(RECORDS SHOWN Opens)

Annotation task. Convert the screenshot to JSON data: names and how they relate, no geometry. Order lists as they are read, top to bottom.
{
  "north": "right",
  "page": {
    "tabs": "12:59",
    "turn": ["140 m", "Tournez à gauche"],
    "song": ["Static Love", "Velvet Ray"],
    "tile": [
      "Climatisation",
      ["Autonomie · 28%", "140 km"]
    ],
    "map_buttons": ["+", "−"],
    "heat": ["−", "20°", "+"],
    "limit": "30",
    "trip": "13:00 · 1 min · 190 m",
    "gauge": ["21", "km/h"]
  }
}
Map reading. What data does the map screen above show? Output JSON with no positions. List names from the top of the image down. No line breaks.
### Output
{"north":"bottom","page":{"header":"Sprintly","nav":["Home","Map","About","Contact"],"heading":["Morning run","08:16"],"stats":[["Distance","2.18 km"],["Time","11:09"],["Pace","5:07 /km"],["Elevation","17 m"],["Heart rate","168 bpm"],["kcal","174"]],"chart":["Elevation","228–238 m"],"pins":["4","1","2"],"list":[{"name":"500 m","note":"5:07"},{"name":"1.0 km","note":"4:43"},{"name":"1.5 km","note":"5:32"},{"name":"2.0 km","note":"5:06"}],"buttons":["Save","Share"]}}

(RECORDS SHOWN Closes)
(RECORDS SHOWN Opens)

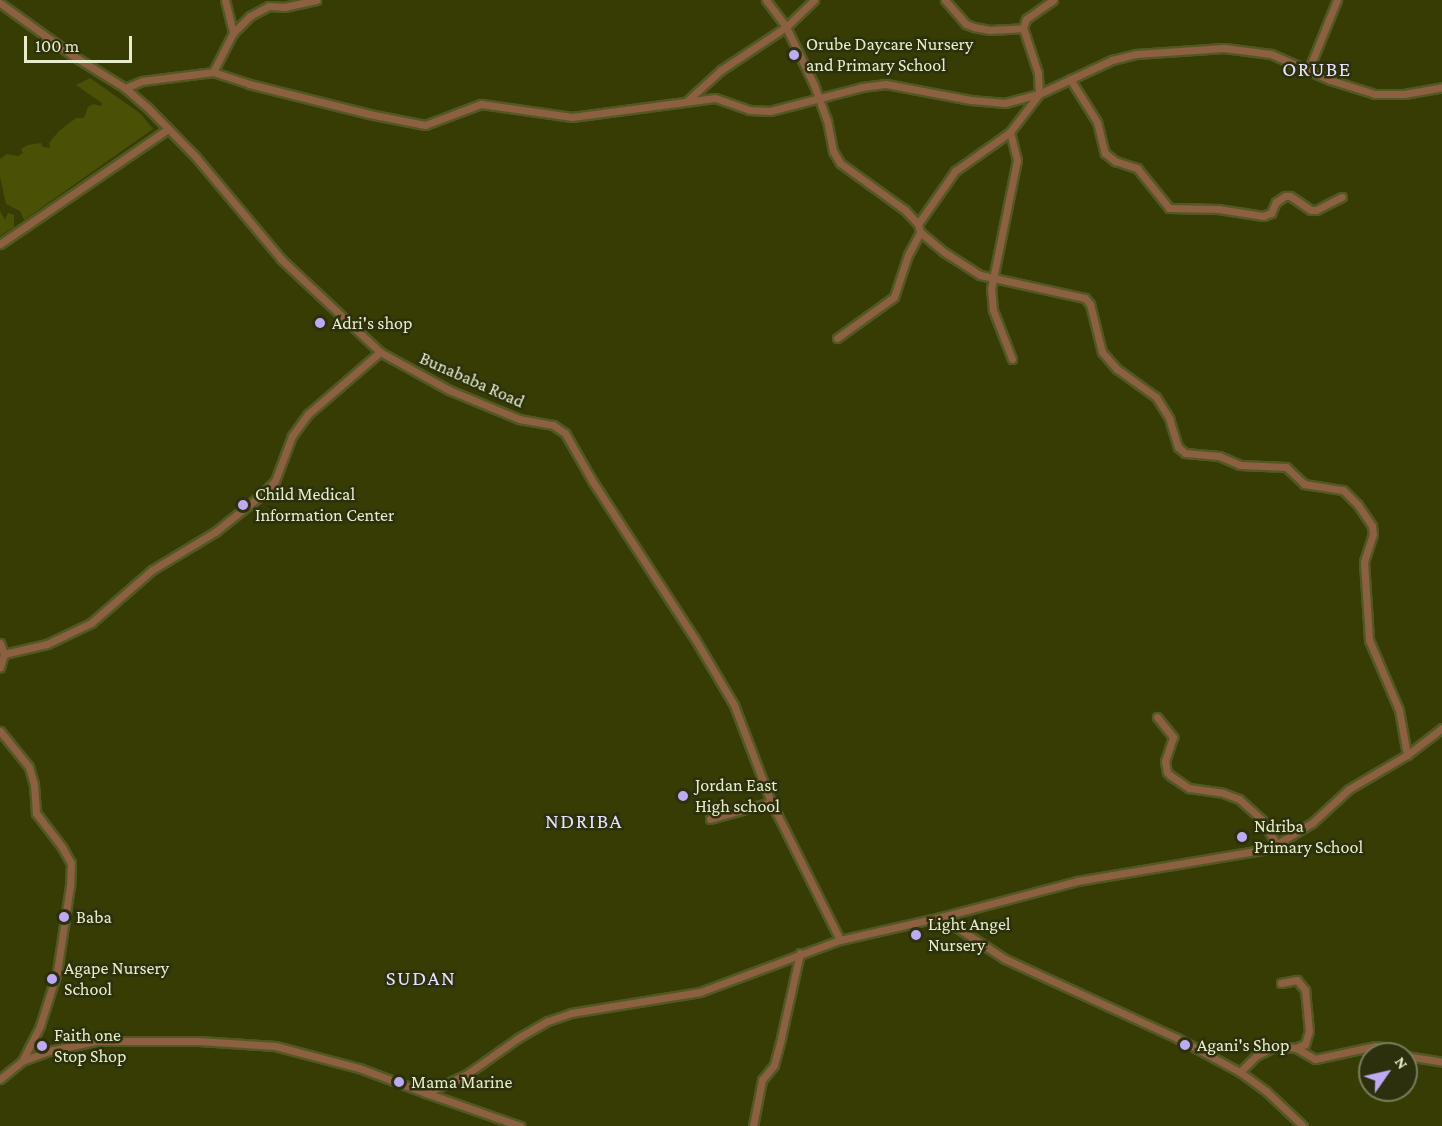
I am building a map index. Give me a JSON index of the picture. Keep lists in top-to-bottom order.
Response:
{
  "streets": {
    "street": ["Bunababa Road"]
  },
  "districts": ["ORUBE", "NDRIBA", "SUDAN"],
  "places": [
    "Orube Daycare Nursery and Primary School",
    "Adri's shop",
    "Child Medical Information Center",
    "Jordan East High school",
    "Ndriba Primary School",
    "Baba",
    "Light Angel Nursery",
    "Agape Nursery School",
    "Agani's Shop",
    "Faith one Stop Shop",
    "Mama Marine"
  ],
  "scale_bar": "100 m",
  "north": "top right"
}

(RECORDS SHOWN Closes)

DIRECTIONS =>
From the records above, retype only the lines starting at the line that contains "Annotation task. Convert" and ending at the line that contains "Map reading. What", both included.

RESPONSE =>
Annotation task. Convert the screenshot to JSON data: names and how they relate, no geometry. Order lists as they are read, top to bottom.
{
  "north": "right",
  "page": {
    "tabs": "12:59",
    "turn": ["140 m", "Tournez à gauche"],
    "song": ["Static Love", "Velvet Ray"],
    "tile": [
      "Climatisation",
      ["Autonomie · 28%", "140 km"]
    ],
    "map_buttons": ["+", "−"],
    "heat": ["−", "20°", "+"],
    "limit": "30",
    "trip": "13:00 · 1 min · 190 m",
    "gauge": ["21", "km/h"]
  }
}
Map reading. What data does the map screen above show? Output JSON with no positions. List names from the top of the image down. No line breaks.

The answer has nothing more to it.